Mein Papageientaucher tänzelte innerlich herum und war stolz darauf, dass er derjenige war, der unserem neuen Freund geholfen hatte. Und aus diesem Grund weigerte er sich, sich während des gesamten Spaziergangs zurück zum Auto zurückzuverwandeln.

Wir erwarteten, dass das Wallaby sich zurückverwandeln würde, aber als das nicht geschah, hüpfte mein Vogel auf den Rücksitz und das Wallaby gesellte sich gleich dazu.

Ich kuschelte mich an ihn, und er schlief fast sofort ein.

Er vertraute uns, was gut war, denn wir würden viel länger im Auto sitzen, als wir wollten.

Ward rief Doc an, während Goodman fuhr, und sie beschlossen, dass es am besten war, sich auf Auggies Farm zu treffen, da wir nicht sicher waren, ob unser Gestaltwandler sich zurückverwandeln konnte oder nicht. Dort könnte er wenigstens so unauffällig sein, wie ein Wallaby eben sein könnte.

Als wir in die Einfahrt fuhren, warteten Doc, Auggie, Jase und Alden bereits auf uns.

Doc untersuchte den neuen Gestaltwandler, und als er feststellte, dass es nicht zu einer Verwandlung kommen würde, half er ihm, das Futter zu bekommen, das er als Wallaby brauchte.

Und dann war ich an der Reihe. Doc brachte mich dazu, mich zu verwandeln und erklärte, dass mein Baby und ich völlig in Ordnung seien, sehr zur Erleichterung meines Gefährten.
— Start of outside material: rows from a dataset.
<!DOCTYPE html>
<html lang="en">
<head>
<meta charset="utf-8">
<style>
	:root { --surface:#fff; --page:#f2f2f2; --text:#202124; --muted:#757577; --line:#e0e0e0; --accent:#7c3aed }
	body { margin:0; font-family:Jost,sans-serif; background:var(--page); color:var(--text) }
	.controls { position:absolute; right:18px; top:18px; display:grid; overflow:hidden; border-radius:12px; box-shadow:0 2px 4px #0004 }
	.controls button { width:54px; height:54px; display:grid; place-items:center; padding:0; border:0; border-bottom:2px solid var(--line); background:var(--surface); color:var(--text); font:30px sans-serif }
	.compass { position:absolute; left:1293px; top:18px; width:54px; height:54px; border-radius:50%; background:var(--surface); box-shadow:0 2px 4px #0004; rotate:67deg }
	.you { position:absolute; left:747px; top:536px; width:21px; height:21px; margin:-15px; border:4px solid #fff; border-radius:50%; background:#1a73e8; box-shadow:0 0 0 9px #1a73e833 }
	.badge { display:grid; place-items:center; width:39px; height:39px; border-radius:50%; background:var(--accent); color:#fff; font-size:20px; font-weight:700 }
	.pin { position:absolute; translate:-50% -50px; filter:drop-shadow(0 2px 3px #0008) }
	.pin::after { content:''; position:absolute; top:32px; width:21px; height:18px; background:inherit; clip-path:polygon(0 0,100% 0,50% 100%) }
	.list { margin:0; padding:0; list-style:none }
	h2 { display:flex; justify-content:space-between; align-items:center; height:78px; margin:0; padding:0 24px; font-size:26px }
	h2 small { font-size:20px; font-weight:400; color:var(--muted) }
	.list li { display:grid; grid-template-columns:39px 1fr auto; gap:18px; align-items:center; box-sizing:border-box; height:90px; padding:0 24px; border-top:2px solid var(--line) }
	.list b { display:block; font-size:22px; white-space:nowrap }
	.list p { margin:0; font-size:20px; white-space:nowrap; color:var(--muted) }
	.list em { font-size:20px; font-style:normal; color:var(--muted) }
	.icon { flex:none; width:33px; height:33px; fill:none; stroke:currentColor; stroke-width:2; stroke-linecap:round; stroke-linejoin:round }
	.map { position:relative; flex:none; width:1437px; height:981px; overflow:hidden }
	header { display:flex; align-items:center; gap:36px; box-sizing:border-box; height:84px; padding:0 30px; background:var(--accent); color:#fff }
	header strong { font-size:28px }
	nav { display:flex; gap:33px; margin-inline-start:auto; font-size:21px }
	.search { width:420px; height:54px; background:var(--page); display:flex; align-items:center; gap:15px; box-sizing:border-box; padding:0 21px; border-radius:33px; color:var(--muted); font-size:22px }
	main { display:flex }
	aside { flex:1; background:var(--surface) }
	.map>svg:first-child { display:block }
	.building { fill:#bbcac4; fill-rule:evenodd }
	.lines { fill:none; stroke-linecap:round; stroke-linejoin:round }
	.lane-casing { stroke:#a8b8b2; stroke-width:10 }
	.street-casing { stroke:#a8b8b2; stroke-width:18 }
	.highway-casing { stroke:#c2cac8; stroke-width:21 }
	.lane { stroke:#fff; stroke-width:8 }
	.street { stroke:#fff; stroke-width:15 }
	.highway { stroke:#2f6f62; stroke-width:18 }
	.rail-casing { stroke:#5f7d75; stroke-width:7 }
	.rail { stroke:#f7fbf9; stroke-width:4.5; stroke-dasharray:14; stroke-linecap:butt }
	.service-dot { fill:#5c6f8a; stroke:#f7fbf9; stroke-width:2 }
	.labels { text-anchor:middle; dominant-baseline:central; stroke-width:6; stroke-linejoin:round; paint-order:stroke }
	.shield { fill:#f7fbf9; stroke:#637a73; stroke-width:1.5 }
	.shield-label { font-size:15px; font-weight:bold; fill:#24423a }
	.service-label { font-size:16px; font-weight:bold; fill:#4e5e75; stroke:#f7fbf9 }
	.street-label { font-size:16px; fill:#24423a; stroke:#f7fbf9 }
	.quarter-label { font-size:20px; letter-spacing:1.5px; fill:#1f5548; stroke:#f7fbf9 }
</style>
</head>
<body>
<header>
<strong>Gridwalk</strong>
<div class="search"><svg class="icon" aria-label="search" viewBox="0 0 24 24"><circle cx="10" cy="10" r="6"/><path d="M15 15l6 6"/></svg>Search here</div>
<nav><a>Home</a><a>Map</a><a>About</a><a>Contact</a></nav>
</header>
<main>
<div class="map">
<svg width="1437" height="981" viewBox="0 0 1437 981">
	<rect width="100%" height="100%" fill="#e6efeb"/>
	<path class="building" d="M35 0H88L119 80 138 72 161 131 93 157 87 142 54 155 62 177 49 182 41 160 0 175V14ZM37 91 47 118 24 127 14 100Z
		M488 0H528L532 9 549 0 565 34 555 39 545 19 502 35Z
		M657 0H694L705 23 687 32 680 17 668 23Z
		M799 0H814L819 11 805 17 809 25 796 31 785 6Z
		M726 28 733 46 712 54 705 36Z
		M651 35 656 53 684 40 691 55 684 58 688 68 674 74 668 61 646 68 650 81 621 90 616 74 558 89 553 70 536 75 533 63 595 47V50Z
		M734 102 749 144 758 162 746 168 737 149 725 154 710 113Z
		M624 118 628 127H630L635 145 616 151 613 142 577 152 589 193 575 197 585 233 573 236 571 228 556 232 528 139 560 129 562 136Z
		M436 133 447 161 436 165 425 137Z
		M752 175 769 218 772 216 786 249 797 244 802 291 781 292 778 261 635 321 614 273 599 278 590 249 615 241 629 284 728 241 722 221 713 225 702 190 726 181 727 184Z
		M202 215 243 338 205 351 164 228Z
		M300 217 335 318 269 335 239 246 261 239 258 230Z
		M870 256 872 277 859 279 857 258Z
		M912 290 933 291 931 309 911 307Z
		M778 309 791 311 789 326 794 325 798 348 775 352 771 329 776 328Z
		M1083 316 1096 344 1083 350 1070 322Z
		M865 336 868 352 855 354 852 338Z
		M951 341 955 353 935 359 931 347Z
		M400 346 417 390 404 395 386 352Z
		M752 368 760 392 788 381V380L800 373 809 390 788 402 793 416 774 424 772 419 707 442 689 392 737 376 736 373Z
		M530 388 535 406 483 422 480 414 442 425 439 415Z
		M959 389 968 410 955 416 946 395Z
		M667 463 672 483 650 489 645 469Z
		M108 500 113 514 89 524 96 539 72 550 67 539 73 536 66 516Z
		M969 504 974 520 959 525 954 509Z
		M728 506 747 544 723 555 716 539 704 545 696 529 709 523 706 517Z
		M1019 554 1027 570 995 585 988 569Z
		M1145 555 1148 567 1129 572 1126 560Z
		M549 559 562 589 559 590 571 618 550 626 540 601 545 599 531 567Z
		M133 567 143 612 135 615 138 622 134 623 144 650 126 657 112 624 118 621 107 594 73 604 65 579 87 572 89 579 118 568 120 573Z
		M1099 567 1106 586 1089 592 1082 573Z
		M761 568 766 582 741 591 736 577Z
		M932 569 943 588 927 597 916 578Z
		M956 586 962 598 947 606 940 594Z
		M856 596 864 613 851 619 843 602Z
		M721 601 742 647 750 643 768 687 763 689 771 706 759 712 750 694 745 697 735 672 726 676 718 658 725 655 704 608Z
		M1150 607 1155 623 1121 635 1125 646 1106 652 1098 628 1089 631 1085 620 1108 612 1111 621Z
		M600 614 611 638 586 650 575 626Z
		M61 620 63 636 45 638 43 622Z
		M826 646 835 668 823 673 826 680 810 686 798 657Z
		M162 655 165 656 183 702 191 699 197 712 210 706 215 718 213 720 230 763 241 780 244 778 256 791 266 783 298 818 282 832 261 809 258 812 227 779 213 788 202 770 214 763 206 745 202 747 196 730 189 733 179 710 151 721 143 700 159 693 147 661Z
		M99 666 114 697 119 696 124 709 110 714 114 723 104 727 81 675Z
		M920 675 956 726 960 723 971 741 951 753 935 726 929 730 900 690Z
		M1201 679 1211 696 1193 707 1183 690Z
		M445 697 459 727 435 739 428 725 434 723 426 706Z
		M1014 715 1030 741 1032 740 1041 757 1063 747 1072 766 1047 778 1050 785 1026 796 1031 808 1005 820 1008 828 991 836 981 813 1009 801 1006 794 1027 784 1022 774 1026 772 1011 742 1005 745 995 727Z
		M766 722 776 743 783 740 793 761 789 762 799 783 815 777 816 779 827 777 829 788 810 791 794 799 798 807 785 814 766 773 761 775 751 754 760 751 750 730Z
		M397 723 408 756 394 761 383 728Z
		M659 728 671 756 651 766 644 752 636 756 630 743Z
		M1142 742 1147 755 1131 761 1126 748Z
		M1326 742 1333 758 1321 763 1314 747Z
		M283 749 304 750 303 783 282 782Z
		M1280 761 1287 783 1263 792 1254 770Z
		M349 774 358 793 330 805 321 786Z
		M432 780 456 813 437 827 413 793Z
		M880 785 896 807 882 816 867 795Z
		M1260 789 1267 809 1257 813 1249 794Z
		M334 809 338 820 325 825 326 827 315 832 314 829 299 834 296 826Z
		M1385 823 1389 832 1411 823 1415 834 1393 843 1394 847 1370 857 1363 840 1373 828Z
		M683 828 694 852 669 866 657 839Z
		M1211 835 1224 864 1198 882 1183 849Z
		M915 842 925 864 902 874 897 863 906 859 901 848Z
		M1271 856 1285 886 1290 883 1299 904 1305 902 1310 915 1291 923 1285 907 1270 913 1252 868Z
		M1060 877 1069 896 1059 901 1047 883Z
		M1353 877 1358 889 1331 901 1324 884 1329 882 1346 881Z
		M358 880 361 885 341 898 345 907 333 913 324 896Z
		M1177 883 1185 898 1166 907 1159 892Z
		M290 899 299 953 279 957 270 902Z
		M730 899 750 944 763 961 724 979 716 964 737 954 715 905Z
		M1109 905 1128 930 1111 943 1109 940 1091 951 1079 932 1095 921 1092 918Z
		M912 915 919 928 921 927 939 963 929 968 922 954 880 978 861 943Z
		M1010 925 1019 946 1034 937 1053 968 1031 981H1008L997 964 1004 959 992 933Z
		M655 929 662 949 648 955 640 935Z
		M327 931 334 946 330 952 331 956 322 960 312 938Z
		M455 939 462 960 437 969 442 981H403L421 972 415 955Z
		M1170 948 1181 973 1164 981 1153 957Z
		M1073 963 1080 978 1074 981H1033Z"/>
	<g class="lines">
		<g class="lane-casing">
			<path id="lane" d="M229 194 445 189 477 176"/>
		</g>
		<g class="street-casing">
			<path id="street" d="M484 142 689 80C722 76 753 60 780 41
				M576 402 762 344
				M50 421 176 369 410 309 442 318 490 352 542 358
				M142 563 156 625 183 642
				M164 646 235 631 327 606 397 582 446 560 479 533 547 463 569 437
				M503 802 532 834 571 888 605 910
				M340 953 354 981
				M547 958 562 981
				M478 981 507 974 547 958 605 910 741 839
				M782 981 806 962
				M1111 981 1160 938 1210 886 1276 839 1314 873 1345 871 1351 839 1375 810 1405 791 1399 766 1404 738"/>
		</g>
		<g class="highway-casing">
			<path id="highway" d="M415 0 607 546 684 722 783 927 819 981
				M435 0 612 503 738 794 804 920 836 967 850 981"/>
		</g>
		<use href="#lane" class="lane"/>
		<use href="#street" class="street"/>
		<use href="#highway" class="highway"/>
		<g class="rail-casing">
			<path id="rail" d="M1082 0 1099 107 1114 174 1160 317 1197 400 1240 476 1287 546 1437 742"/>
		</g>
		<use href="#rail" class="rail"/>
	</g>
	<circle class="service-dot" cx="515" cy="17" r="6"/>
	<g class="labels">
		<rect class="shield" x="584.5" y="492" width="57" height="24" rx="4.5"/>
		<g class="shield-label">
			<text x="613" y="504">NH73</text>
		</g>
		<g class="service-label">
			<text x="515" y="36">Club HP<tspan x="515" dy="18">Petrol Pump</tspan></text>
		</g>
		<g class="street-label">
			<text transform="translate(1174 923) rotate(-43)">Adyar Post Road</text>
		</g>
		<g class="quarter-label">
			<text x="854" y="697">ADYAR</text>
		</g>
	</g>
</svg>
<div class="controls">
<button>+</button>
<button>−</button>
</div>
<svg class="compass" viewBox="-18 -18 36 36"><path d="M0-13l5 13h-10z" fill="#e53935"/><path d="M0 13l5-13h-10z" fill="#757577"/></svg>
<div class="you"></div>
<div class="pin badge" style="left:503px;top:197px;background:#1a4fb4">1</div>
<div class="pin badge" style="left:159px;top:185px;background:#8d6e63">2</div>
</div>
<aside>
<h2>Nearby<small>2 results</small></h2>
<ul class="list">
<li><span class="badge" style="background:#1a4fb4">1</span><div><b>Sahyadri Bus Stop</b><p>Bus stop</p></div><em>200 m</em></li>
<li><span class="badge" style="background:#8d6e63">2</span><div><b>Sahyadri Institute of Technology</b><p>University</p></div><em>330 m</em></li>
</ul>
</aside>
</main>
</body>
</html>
Goodman schimpfte mit mir, sobald wir beide auf den Rücksitz gestiegen waren, damit sein Bruder uns nach Hause fahren konnte. „Du solltest in deiner Haut bleiben … wo ich dich sehen kann.“

Doc und die anderen versprachen, sich um Wally, wie wir das Wallaby nannten, zu kümmern, damit ich mich etwas ausruhen konnte. Es wurde Zeit, dass wir nach Hause kamen und uns entspannen konnten. Es war zwar nicht wie in der Nacht, in der ich gerettet wurde, aber es war trotzdem eine Rettung, und wir brauchten alle etwas Zeit, um das zu verarbeiten.

„Nicht meine Schuld, dass du eine Brille brauchst … und du hast nie gesagt, dass ich in meiner Haut bleiben soll.“ Obwohl, eigentlich hatte Doc das gesagt …

„Ich hatte Angst.“ Er hielt mich fest. „Vielleicht solltest du das nicht mehr tun?“

„Ich werde es versuchen.“ Ich wollte ihn nicht anlügen, aber ich würde nie versprechen, jemandem nicht zu helfen. „Ich liebe dich.“ Ich kuschelte mich an seine Seite.

„So, wie ich dich liebe.“ Er küsste mich auf den Kopf.

„Glaubst du, das verbrannte Gebäude war ein Labor ?“, fragte Ward, als er parkte.

Ich schätzte es, dass er uns auf der Heimfahrt Zeit gegeben hatte, einfach zusammen zu sein, ohne alles aussprechen zu müssen.

Wir brauchten diese Zeit.

„Es fühlte sich so an, aber ich schätze, wir werden es nicht wirklich wissen, bis Wally sich verwandelt.“ Goodman lockerte seinen Griff um mich, denn es war an der Zeit, aus dem Auto auszusteigen und nach Hause zu gehen. „Ich dachte, wenn wir ihm diesen Namen geben, wird er sich verwandeln und uns seinen richtigen Namen verraten.“

„Vielleicht ist es sein richtiger Name.“ Manche Eltern waren so seltsam. „Er riecht, als wäre er nicht nur ein Wallaby. Ich hoffe, das Labor hat nicht zu viel an ihm herumgepfuscht.“

„Wir können die Vergangenheit nicht kontrollieren, wir können nur dafür sorgen, dass seine Zukunft so rosig wie möglich wird.“ Goodman griff über mich hinweg und öffnete die Tür. „Lass uns nach Hause gehen, uns frisch machen und dann eine Woche lang im Bett kuscheln.“

Ich drückte seine Hand. „Ich habe mehr im Sinn als nur Kuscheln.“

Ward zuckte zusammen, als er aus dem Auto sprang. „Igitt, er ist mein Bruder.“

„Dann willst du wahrscheinlich nicht hören, was ich meinem Gefährten gleich sagen werde.“ Ich lachte, als er schneller wurde und die Tür zuknallte. „Denn es ist wirklich, wirklich …“

„Du hast nicht zu Ende gesprochen.“ Goodman nahm meine Hand. „Vielleicht kannst du es mir sagen, wenn wir oben sind?“

„Oder noch besser, ich könnte es dir zeigen.“ Immer und immer wieder.